Items listed in a dataset:
'''

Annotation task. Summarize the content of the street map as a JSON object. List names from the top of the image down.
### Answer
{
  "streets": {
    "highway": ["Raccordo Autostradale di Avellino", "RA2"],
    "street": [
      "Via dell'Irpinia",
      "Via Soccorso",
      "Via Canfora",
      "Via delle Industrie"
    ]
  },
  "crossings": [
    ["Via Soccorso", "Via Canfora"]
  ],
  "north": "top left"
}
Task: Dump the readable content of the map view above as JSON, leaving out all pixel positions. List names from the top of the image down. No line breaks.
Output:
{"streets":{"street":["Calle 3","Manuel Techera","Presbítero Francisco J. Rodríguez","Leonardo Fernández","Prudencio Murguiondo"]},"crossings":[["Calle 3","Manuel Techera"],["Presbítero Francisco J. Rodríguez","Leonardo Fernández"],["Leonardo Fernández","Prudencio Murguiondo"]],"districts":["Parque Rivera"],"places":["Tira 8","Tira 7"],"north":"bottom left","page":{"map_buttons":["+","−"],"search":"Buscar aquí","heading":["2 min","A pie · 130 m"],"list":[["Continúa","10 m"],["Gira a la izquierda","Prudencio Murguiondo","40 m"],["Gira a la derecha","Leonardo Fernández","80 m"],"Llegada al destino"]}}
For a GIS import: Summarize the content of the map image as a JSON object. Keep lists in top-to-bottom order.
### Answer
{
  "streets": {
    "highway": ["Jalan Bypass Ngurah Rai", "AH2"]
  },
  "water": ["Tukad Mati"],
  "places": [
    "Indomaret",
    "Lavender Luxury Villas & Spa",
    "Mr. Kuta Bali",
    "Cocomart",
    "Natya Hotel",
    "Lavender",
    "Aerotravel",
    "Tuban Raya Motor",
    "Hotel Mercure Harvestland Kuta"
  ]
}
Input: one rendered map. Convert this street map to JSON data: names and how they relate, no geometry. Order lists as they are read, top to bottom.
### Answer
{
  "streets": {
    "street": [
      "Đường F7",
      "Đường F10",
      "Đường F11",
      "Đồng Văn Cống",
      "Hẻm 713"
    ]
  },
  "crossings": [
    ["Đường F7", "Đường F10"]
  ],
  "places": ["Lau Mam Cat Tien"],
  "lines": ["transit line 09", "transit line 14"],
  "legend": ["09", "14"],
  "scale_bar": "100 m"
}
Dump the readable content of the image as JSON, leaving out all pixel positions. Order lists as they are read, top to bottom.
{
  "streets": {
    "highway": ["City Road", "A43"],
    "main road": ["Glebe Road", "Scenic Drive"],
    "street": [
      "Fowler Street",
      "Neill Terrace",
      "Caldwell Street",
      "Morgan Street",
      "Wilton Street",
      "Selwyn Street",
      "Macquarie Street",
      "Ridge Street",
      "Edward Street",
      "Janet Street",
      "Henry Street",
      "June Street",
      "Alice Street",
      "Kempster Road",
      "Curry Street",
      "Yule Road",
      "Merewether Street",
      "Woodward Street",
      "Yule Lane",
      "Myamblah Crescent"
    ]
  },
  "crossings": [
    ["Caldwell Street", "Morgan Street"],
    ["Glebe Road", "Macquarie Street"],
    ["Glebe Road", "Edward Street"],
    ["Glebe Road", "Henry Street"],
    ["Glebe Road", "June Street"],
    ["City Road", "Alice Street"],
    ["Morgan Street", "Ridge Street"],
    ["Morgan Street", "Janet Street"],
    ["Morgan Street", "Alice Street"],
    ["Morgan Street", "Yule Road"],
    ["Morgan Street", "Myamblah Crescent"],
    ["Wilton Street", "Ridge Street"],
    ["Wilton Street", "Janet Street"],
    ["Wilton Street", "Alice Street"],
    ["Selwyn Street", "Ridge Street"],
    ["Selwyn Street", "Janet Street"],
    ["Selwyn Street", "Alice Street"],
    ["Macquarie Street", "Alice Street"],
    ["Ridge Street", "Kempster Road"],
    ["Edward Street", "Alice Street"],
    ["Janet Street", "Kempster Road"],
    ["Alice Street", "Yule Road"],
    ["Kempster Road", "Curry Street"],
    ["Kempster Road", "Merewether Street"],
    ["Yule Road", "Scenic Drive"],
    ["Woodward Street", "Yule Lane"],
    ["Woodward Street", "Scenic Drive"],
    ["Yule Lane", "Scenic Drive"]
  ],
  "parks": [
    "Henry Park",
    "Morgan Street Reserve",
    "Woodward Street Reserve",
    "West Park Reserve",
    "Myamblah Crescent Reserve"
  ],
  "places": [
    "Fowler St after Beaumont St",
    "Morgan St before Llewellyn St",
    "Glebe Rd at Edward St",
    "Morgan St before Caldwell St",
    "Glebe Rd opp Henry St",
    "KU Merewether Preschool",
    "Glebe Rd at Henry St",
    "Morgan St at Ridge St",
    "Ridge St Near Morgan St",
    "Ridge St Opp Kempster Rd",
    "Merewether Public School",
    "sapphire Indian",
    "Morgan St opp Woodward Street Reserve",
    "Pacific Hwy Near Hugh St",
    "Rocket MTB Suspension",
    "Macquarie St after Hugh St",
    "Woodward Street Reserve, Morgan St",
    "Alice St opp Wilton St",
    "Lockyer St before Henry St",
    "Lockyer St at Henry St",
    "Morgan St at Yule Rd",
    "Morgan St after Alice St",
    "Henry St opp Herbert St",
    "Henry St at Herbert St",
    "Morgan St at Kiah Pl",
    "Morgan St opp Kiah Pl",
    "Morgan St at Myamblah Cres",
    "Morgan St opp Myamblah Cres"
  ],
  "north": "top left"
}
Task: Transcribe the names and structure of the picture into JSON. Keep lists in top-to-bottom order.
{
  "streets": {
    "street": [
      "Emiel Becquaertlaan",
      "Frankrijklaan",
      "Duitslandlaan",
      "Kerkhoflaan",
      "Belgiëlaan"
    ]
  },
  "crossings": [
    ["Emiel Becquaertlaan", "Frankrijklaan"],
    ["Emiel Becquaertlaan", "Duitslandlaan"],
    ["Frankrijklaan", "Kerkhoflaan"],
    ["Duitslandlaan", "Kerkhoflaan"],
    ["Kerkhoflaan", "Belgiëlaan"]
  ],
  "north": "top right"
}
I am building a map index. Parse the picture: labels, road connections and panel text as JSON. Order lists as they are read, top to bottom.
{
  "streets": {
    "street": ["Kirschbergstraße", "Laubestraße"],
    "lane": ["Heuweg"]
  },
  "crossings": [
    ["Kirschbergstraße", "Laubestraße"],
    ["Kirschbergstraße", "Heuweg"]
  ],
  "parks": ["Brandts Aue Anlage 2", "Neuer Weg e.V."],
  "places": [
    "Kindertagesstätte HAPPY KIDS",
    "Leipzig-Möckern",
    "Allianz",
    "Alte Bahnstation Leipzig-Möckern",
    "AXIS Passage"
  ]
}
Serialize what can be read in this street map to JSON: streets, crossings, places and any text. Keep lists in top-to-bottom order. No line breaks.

'''

### Task item:
What's wanted is a faithful copy of each entry above.

### Solution below:
Annotation task. Summarize the content of the street map as a JSON object. List names from the top of the image down.
### Answer
{
  "streets": {
    "highway": ["Raccordo Autostradale di Avellino", "RA2"],
    "street": [
      "Via dell'Irpinia",
      "Via Soccorso",
      "Via Canfora",
      "Via delle Industrie"
    ]
  },
  "crossings": [
    ["Via Soccorso", "Via Canfora"]
  ],
  "north": "top left"
}
Task: Dump the readable content of the map view above as JSON, leaving out all pixel positions. List names from the top of the image down. No line breaks.
Output:
{"streets":{"street":["Calle 3","Manuel Techera","Presbítero Francisco J. Rodríguez","Leonardo Fernández","Prudencio Murguiondo"]},"crossings":[["Calle 3","Manuel Techera"],["Presbítero Francisco J. Rodríguez","Leonardo Fernández"],["Leonardo Fernández","Prudencio Murguiondo"]],"districts":["Parque Rivera"],"places":["Tira 8","Tira 7"],"north":"bottom left","page":{"map_buttons":["+","−"],"search":"Buscar aquí","heading":["2 min","A pie · 130 m"],"list":[["Continúa","10 m"],["Gira a la izquierda","Prudencio Murguiondo","40 m"],["Gira a la derecha","Leonardo Fernández","80 m"],"Llegada al destino"]}}
For a GIS import: Summarize the content of the map image as a JSON object. Keep lists in top-to-bottom order.
### Answer
{
  "streets": {
    "highway": ["Jalan Bypass Ngurah Rai", "AH2"]
  },
  "water": ["Tukad Mati"],
  "places": [
    "Indomaret",
    "Lavender Luxury Villas & Spa",
    "Mr. Kuta Bali",
    "Cocomart",
    "Natya Hotel",
    "Lavender",
    "Aerotravel",
    "Tuban Raya Motor",
    "Hotel Mercure Harvestland Kuta"
  ]
}
Input: one rendered map. Convert this street map to JSON data: names and how they relate, no geometry. Order lists as they are read, top to bottom.
### Answer
{
  "streets": {
    "street": [
      "Đường F7",
      "Đường F10",
      "Đường F11",
      "Đồng Văn Cống",
      "Hẻm 713"
    ]
  },
  "crossings": [
    ["Đường F7", "Đường F10"]
  ],
  "places": ["Lau Mam Cat Tien"],
  "lines": ["transit line 09", "transit line 14"],
  "legend": ["09", "14"],
  "scale_bar": "100 m"
}
Dump the readable content of the image as JSON, leaving out all pixel positions. Order lists as they are read, top to bottom.
{
  "streets": {
    "highway": ["City Road", "A43"],
    "main road": ["Glebe Road", "Scenic Drive"],
    "street": [
      "Fowler Street",
      "Neill Terrace",
      "Caldwell Street",
      "Morgan Street",
      "Wilton Street",
      "Selwyn Street",
      "Macquarie Street",
      "Ridge Street",
      "Edward Street",
      "Janet Street",
      "Henry Street",
      "June Street",
      "Alice Street",
      "Kempster Road",
      "Curry Street",
      "Yule Road",
      "Merewether Street",
      "Woodward Street",
      "Yule Lane",
      "Myamblah Crescent"
    ]
  },
  "crossings": [
    ["Caldwell Street", "Morgan Street"],
    ["Glebe Road", "Macquarie Street"],
    ["Glebe Road", "Edward Street"],
    ["Glebe Road", "Henry Street"],
    ["Glebe Road", "June Street"],
    ["City Road", "Alice Street"],
    ["Morgan Street", "Ridge Street"],
    ["Morgan Street", "Janet Street"],
    ["Morgan Street", "Alice Street"],
    ["Morgan Street", "Yule Road"],
    ["Morgan Street", "Myamblah Crescent"],
    ["Wilton Street", "Ridge Street"],
    ["Wilton Street", "Janet Street"],
    ["Wilton Street", "Alice Street"],
    ["Selwyn Street", "Ridge Street"],
    ["Selwyn Street", "Janet Street"],
    ["Selwyn Street", "Alice Street"],
    ["Macquarie Street", "Alice Street"],
    ["Ridge Street", "Kempster Road"],
    ["Edward Street", "Alice Street"],
    ["Janet Street", "Kempster Road"],
    ["Alice Street", "Yule Road"],
    ["Kempster Road", "Curry Street"],
    ["Kempster Road", "Merewether Street"],
    ["Yule Road", "Scenic Drive"],
    ["Woodward Street", "Yule Lane"],
    ["Woodward Street", "Scenic Drive"],
    ["Yule Lane", "Scenic Drive"]
  ],
  "parks": [
    "Henry Park",
    "Morgan Street Reserve",
    "Woodward Street Reserve",
    "West Park Reserve",
    "Myamblah Crescent Reserve"
  ],
  "places": [
    "Fowler St after Beaumont St",
    "Morgan St before Llewellyn St",
    "Glebe Rd at Edward St",
    "Morgan St before Caldwell St",
    "Glebe Rd opp Henry St",
    "KU Merewether Preschool",
    "Glebe Rd at Henry St",
    "Morgan St at Ridge St",
    "Ridge St Near Morgan St",
    "Ridge St Opp Kempster Rd",
    "Merewether Public School",
    "sapphire Indian",
    "Morgan St opp Woodward Street Reserve",
    "Pacific Hwy Near Hugh St",
    "Rocket MTB Suspension",
    "Macquarie St after Hugh St",
    "Woodward Street Reserve, Morgan St",
    "Alice St opp Wilton St",
    "Lockyer St before Henry St",
    "Lockyer St at Henry St",
    "Morgan St at Yule Rd",
    "Morgan St after Alice St",
    "Henry St opp Herbert St",
    "Henry St at Herbert St",
    "Morgan St at Kiah Pl",
    "Morgan St opp Kiah Pl",
    "Morgan St at Myamblah Cres",
    "Morgan St opp Myamblah Cres"
  ],
  "north": "top left"
}
Task: Transcribe the names and structure of the picture into JSON. Keep lists in top-to-bottom order.
{
  "streets": {
    "street": [
      "Emiel Becquaertlaan",
      "Frankrijklaan",
      "Duitslandlaan",
      "Kerkhoflaan",
      "Belgiëlaan"
    ]
  },
  "crossings": [
    ["Emiel Becquaertlaan", "Frankrijklaan"],
    ["Emiel Becquaertlaan", "Duitslandlaan"],
    ["Frankrijklaan", "Kerkhoflaan"],
    ["Duitslandlaan", "Kerkhoflaan"],
    ["Kerkhoflaan", "Belgiëlaan"]
  ],
  "north": "top right"
}
I am building a map index. Parse the picture: labels, road connections and panel text as JSON. Order lists as they are read, top to bottom.
{
  "streets": {
    "street": ["Kirschbergstraße", "Laubestraße"],
    "lane": ["Heuweg"]
  },
  "crossings": [
    ["Kirschbergstraße", "Laubestraße"],
    ["Kirschbergstraße", "Heuweg"]
  ],
  "parks": ["Brandts Aue Anlage 2", "Neuer Weg e.V."],
  "places": [
    "Kindertagesstätte HAPPY KIDS",
    "Leipzig-Möckern",
    "Allianz",
    "Alte Bahnstation Leipzig-Möckern",
    "AXIS Passage"
  ]
}
Serialize what can be read in this street map to JSON: streets, crossings, places and any text. Keep lists in top-to-bottom order. No line breaks.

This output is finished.